Manifestação em defesa dos cães vadios em Istambul. Foto @domdyer70/X.

Milhares de pessoas protestaram este domingo em Istambul contra o projeto de lei avançado pelo regime de Erdogan e que poderá culminar no massacre de milhões de cães vadios. Este foi o maior dos protestos que têm decorrido quase diariamente desde que se soube da proposta que começou a ser discutida neste domingo e será votada no parlamento nos próximos dias.

De acordo com o Governo, trata-se de resolver “problema sanitário” e de “regular” os muitos animais abandonados que vivem nas cidades da Turquia. O próprio Erdogan justificou a lei dizendo que “o nosso povo quer ruas seguras”.

Calcula-se que haja quatro milhões de cães sem dono no país. Muitos são alimentados por comunidades de vizinhos. A nova legislação mandata as autarquias para recolher os animais e colocá-los em abrigos. Mas uma das cláusulas diz que os cães que tenham dores, estejam doentes em estado terminal, coloquem em risco seres humanos ou sejam agressivos seriam “eutanasiados”, isto é mortos.

Com orçamentos municipais à míngua e sem recursos, teme-se que isto seja uma luz verde para acabar com o problema através da solução mais barata, a morte. É precisamente o que pensam as organizações de defesa dos animais e muitos elementos da oposição a Erdogan. Atualmente, há apenas 322 abrigos que com capacidade para 105.000 cães, segundo a Reuters, e não se espera nenhum investimento massivo para solucionar a questão.

Os opositores dizem, aliás, que a lei em vigor há uns vinte anos já teria uma solução mais humana, obrigando as Câmaras Municipais a esterilizar e vacinar todos os animais errantes e depois a deixá-los nos bairros onde vivem. Só que nunca foi aplicada.

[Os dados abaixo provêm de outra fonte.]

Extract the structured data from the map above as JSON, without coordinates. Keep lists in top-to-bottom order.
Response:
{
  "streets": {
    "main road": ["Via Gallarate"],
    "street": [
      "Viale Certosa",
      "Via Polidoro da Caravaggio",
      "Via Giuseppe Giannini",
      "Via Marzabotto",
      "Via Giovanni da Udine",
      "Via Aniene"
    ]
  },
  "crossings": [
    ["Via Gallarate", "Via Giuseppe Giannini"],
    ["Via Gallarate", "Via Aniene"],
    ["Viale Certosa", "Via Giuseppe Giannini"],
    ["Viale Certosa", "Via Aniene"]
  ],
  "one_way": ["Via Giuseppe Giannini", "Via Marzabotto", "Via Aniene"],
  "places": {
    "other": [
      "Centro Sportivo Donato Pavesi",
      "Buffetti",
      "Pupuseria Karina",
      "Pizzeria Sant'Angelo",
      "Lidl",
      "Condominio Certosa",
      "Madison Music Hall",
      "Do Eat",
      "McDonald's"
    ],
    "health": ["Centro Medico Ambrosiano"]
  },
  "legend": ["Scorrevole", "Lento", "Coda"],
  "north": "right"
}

Pelo contrário, a nova lei vem já com uma ameaça: dois anos de prisão para os presidentes de Câmara que se recusem aplicá-lo. O desafio está assim lançado porque a oposição, nomeadamente o CHP, Partido Republicano do Povo, que foi o mais votado nas últimas eleições autárquicas, já disse que não vai colocá-la em prática. Deniz Yucel, porta-voz do partido declarou, segundo o Balkan Insight que “na mente deles, pensam que vão manchar as nossas mãoes com sangue… mas nenhuma das nossas autarquias vai implementá-la”.

A advogada Tugba Gürsoy, responsável pelos direitos dos animais em Ancara, afirma à RFI que a forma como a lei está feita abre caminho para um “massacre” que pode atingir centenas de milhares de cães. A letra da lei fala em “comportamento prejudicial” sem o definir e ela questiona-se “um cão que ladra muito será julgado assim? E quais doenças são contagiosas? Vamos matar cães com sarna, micose ou constipação? Vamos matar um cão que já mordeu uma vez? Esta lei está repleta de imprecisões que deixam uma enorme margem de manobra às autarquias”, denuncia.

À mesma cadeia informativa francesa noutra reportagem anterior, Sebnem Ebinç, responsável da Federação para a Proteção dos Animais defende que “se ideia fosse organizar uma captura em massa de cães, podíamos também aplicar a lei atual e esterilizá-los todos, em vez de matá-los- Se as autoridades arregaçarem as mangas para finalmente fazer cumprir a lei, tenham a certeza de que nós, defensores da causa animal, ajudaremos a esterilizar todos estes cães que alimentamos nos nossos bairros”.